##### Record excerpts

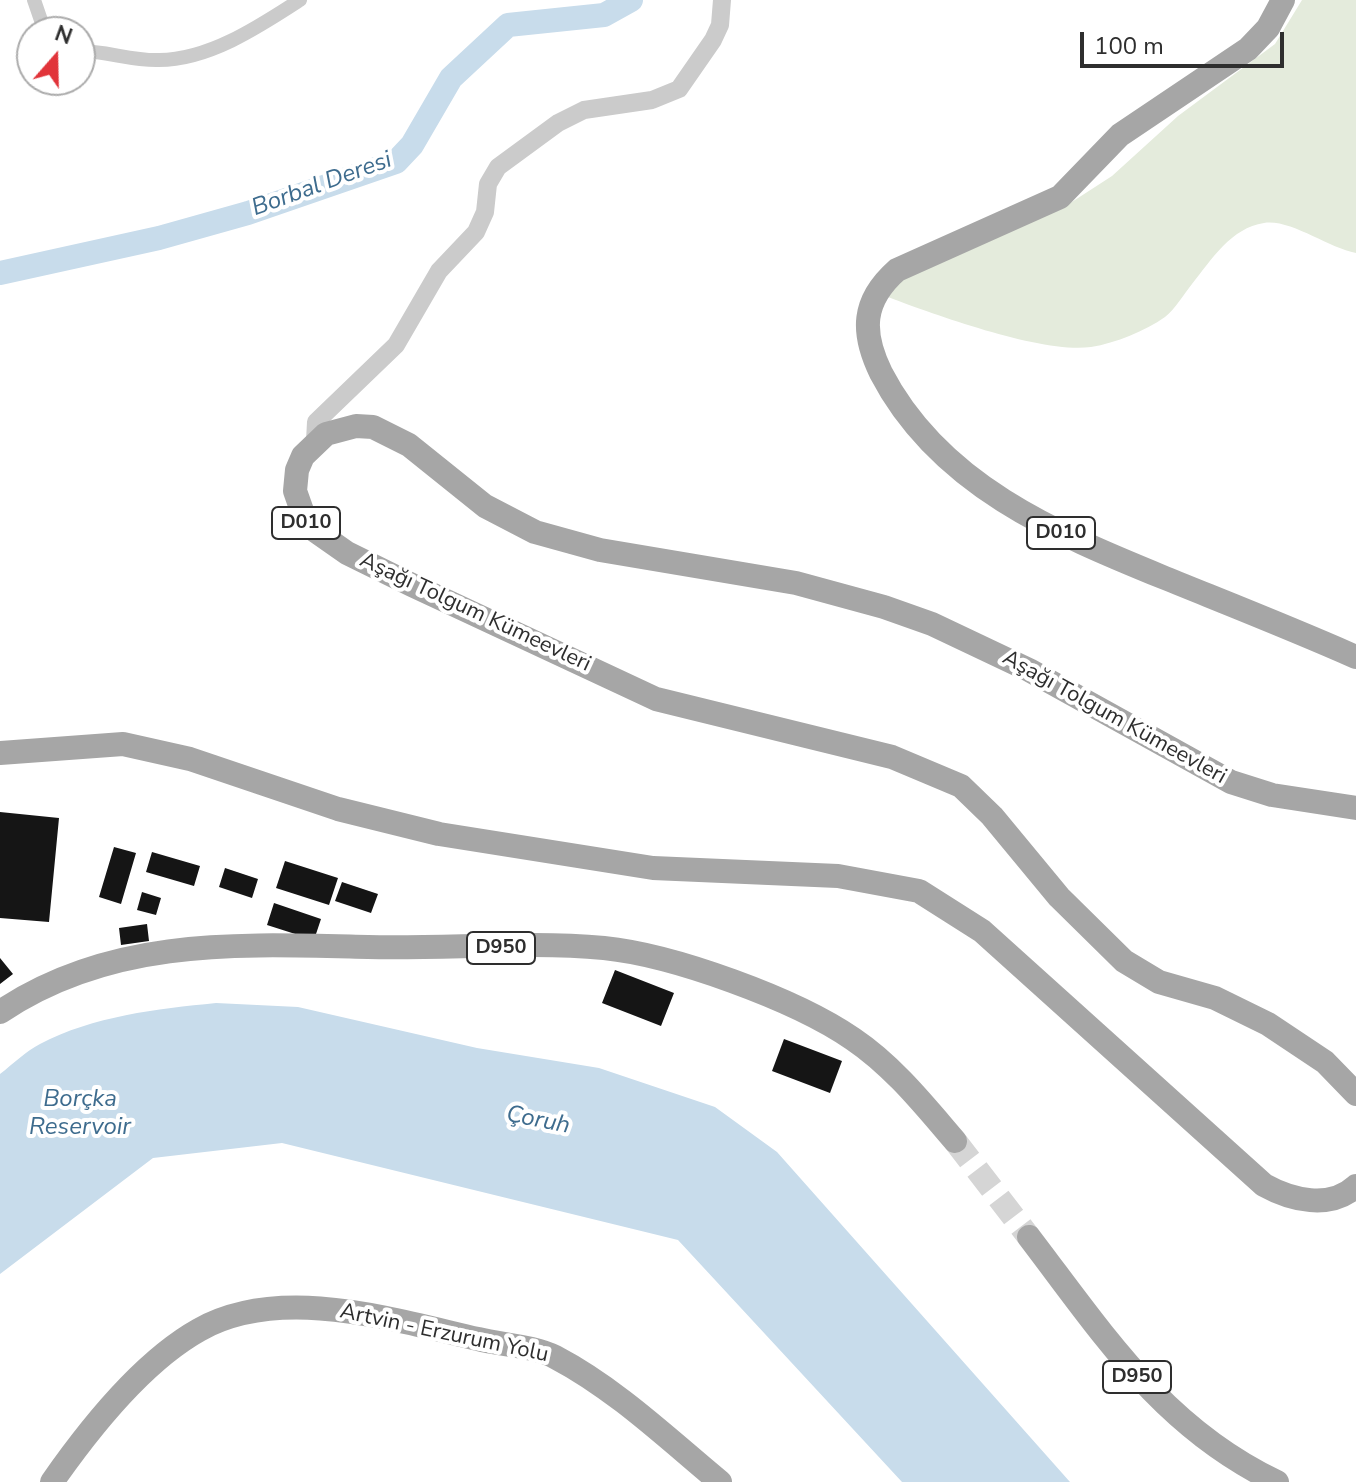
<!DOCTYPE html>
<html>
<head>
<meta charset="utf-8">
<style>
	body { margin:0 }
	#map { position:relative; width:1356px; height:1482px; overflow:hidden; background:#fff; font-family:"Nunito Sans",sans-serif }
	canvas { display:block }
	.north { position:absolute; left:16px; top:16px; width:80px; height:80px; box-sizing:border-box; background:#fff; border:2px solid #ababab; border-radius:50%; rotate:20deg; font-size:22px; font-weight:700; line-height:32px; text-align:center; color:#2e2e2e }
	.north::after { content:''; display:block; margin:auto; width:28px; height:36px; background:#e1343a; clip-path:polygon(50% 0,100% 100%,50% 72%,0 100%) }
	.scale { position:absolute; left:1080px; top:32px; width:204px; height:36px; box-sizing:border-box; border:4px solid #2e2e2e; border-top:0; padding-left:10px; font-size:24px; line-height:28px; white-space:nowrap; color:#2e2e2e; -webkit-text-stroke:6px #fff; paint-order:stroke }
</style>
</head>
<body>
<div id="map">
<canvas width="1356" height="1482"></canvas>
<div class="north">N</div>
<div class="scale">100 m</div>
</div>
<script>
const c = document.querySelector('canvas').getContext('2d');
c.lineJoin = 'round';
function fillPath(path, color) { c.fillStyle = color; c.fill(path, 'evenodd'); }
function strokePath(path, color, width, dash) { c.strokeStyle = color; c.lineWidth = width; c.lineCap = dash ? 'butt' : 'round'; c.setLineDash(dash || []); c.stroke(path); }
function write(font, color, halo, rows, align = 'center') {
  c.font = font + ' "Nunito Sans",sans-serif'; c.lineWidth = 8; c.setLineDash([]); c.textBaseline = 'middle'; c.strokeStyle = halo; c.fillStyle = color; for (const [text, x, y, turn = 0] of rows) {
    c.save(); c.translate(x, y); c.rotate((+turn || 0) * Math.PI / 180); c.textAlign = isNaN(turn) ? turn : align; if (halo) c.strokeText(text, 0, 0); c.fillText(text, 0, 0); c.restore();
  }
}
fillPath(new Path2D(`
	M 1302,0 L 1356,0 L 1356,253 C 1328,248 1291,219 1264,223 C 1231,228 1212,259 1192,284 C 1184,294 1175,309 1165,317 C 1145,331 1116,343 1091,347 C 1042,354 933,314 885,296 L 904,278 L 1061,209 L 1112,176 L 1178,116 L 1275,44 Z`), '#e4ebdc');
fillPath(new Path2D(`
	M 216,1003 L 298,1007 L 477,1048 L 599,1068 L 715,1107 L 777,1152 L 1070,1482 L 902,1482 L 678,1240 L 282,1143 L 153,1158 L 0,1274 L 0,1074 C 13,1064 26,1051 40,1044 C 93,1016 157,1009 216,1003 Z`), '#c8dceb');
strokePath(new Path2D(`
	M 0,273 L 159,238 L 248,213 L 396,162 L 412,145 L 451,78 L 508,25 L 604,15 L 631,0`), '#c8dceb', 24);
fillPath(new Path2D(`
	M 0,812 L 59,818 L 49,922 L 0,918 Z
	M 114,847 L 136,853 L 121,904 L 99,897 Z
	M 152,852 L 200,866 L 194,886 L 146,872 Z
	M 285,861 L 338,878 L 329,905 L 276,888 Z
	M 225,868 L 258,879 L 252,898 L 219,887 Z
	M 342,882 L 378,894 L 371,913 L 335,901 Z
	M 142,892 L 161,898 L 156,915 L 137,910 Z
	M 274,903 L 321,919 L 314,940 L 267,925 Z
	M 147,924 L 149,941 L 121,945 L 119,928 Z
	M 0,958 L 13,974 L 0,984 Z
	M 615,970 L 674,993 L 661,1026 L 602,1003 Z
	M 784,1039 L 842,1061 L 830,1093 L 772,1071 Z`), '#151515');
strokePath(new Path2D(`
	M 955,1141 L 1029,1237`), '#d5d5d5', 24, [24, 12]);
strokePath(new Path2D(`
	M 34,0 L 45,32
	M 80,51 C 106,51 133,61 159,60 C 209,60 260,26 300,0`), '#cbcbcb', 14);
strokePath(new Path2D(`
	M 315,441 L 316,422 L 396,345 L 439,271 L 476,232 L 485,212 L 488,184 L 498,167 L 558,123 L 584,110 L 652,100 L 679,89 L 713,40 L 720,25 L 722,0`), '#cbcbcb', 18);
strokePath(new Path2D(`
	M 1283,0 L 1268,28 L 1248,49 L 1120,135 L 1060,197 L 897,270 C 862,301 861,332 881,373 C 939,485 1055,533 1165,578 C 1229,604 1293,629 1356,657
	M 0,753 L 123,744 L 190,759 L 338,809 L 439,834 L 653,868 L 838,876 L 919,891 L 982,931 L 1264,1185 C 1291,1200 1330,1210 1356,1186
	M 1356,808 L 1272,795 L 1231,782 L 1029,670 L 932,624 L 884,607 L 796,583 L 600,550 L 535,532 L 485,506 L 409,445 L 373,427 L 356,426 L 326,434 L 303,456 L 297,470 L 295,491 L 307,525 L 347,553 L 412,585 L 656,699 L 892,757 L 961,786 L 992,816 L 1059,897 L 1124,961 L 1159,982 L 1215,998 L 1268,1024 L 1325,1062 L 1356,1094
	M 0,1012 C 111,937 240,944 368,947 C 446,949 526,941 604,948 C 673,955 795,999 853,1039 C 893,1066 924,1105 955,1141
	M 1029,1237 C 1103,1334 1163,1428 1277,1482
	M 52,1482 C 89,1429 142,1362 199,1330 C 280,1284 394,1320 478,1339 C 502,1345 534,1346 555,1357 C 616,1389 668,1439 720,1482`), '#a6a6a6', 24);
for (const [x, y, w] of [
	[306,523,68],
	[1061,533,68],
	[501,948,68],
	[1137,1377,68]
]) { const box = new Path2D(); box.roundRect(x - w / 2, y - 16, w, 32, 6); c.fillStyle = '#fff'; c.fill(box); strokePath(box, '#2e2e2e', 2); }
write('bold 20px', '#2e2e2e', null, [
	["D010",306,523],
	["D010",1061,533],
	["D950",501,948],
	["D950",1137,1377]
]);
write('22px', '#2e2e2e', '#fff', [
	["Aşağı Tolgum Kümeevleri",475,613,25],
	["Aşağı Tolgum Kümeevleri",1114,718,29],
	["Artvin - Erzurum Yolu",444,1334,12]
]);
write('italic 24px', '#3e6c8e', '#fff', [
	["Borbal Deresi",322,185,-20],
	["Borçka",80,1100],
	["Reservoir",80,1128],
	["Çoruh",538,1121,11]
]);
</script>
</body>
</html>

##########

* _What this task involves_:
After reading the records above, work out how many lines contain "function" and give that number only.

* _Written answer_:
3